This is an archive of the discontinued LLVM Phabricator instance.

[Analysis][AArch64] Make fixed-width ordered reductions slightly more expensive
ClosedPublic

Authored by david-arm on Aug 18 2021, 5:00 AM.

Details

Summary

For tight loops like this:

float r = 0;
for (int i = 0; i < n; i++) {
  r += a[i];
 }

it's better not to vectorise at -O3 using fixed-width ordered reductions
on AArch64 targets. Although the resulting number of instructions in the
generated code ends up being comparable to not vectorising at all, there
may be additional costs on some CPUs, for example perhaps the scheduling
is worse. It makes sense to deter vectorisation in tight loops.

Diff Detail

Event Timeline

david-arm created this revision.Aug 18 2021, 5:00 AM
david-arm requested review of this revision.Aug 18 2021, 5:00 AM
Herald added a project: Restricted Project. · View Herald TranscriptAug 18 2021, 5:00 AM
dmgreen accepted this revision.Aug 18 2021, 5:41 AM

Yeah, this sounds sensible to me. We still vectorize when there starts to be a clear advantage of using other vector operations.
Looks good to me. Thanks.

llvm/lib/Target/AArch64/AArch64TargetTransformInfo.cpp
2005–2007

I don't know if we need to talk about this in terms of scheduling exactly - that will be very dependent on the cpu used.

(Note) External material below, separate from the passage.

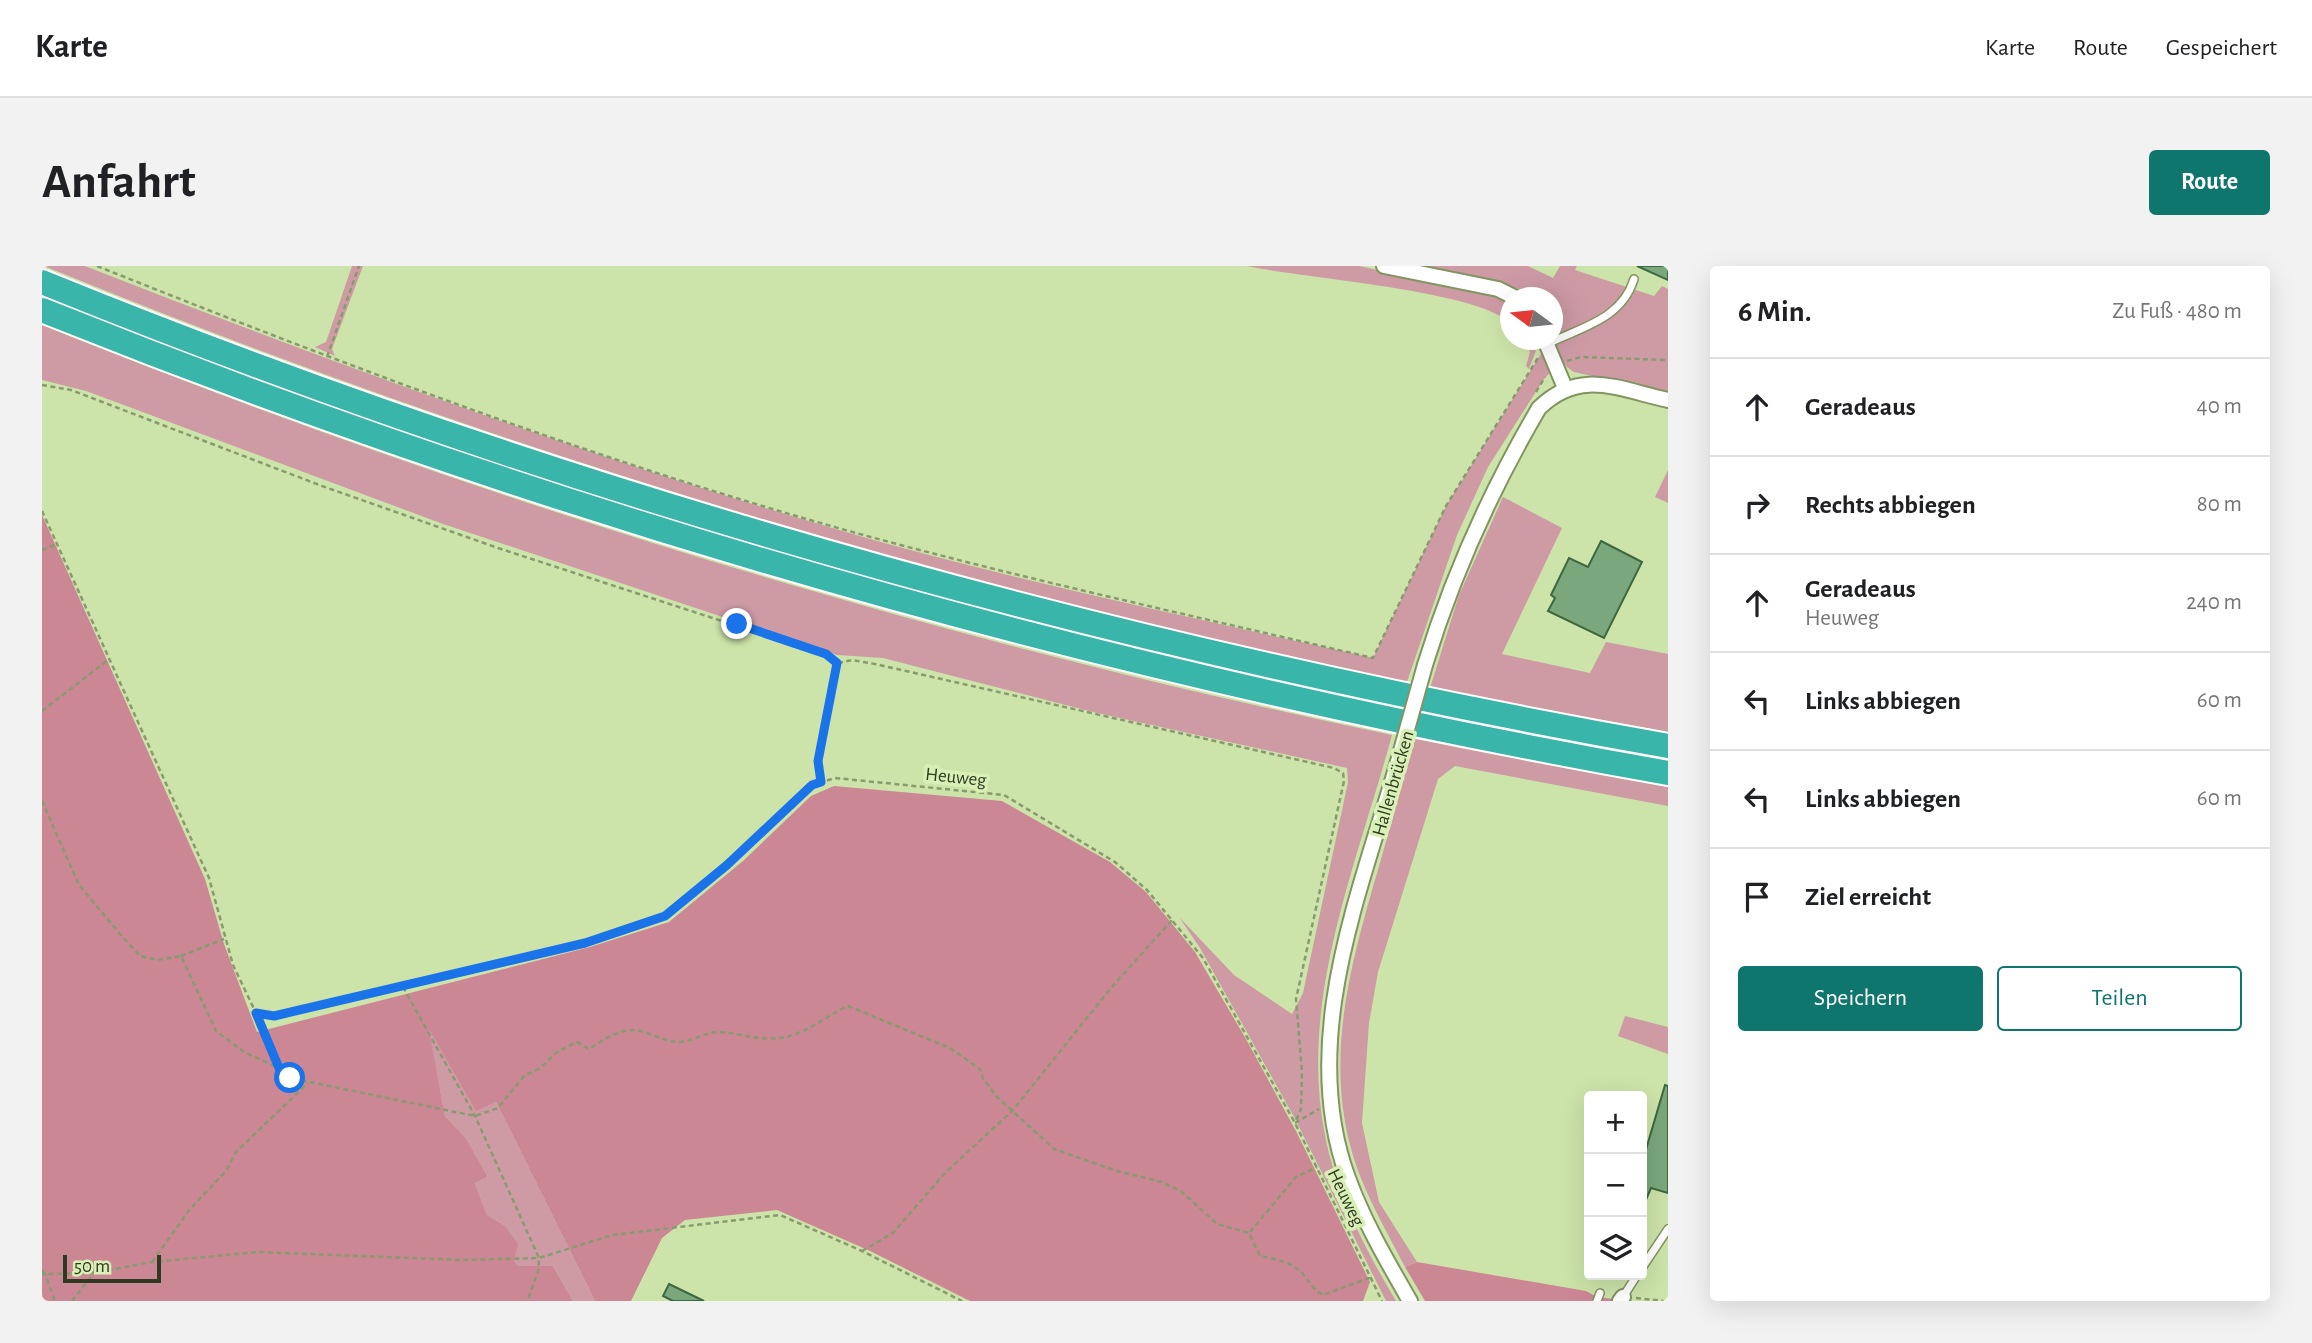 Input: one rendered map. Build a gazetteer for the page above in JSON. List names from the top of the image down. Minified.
{"streets":{"street":["Hallenbrücken"],"path":["Heuweg"]},"scale_bar":"50 m","north":"left","page":{"header":"Karte","nav":["Karte","Route","Gespeichert"],"buttons":["Route",["Speichern","Teilen"]],"title":"Anfahrt","heading":["6 Min.","Zu Fuß · 480 m"],"list":[["Geradeaus","40 m"],["Rechts abbiegen","80 m"],["Geradeaus","Heuweg","240 m"],["Links abbiegen","60 m"],["Links abbiegen","60 m"],"Ziel erreicht"],"map_buttons":["+","−"],"scale":"50 m"}}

Perhaps just describe it in terms of "extra overheads on some cpus"

This revision is now accepted and ready to land.Aug 18 2021, 5:41 AM
david-arm edited the summary of this revision. (Show Details)Aug 18 2021, 8:25 AM
david-arm added inline comments.Aug 18 2021, 9:02 AM
llvm/lib/Target/AArch64/AArch64TargetTransformInfo.cpp
2005–2007

I've updated this comment in the commit!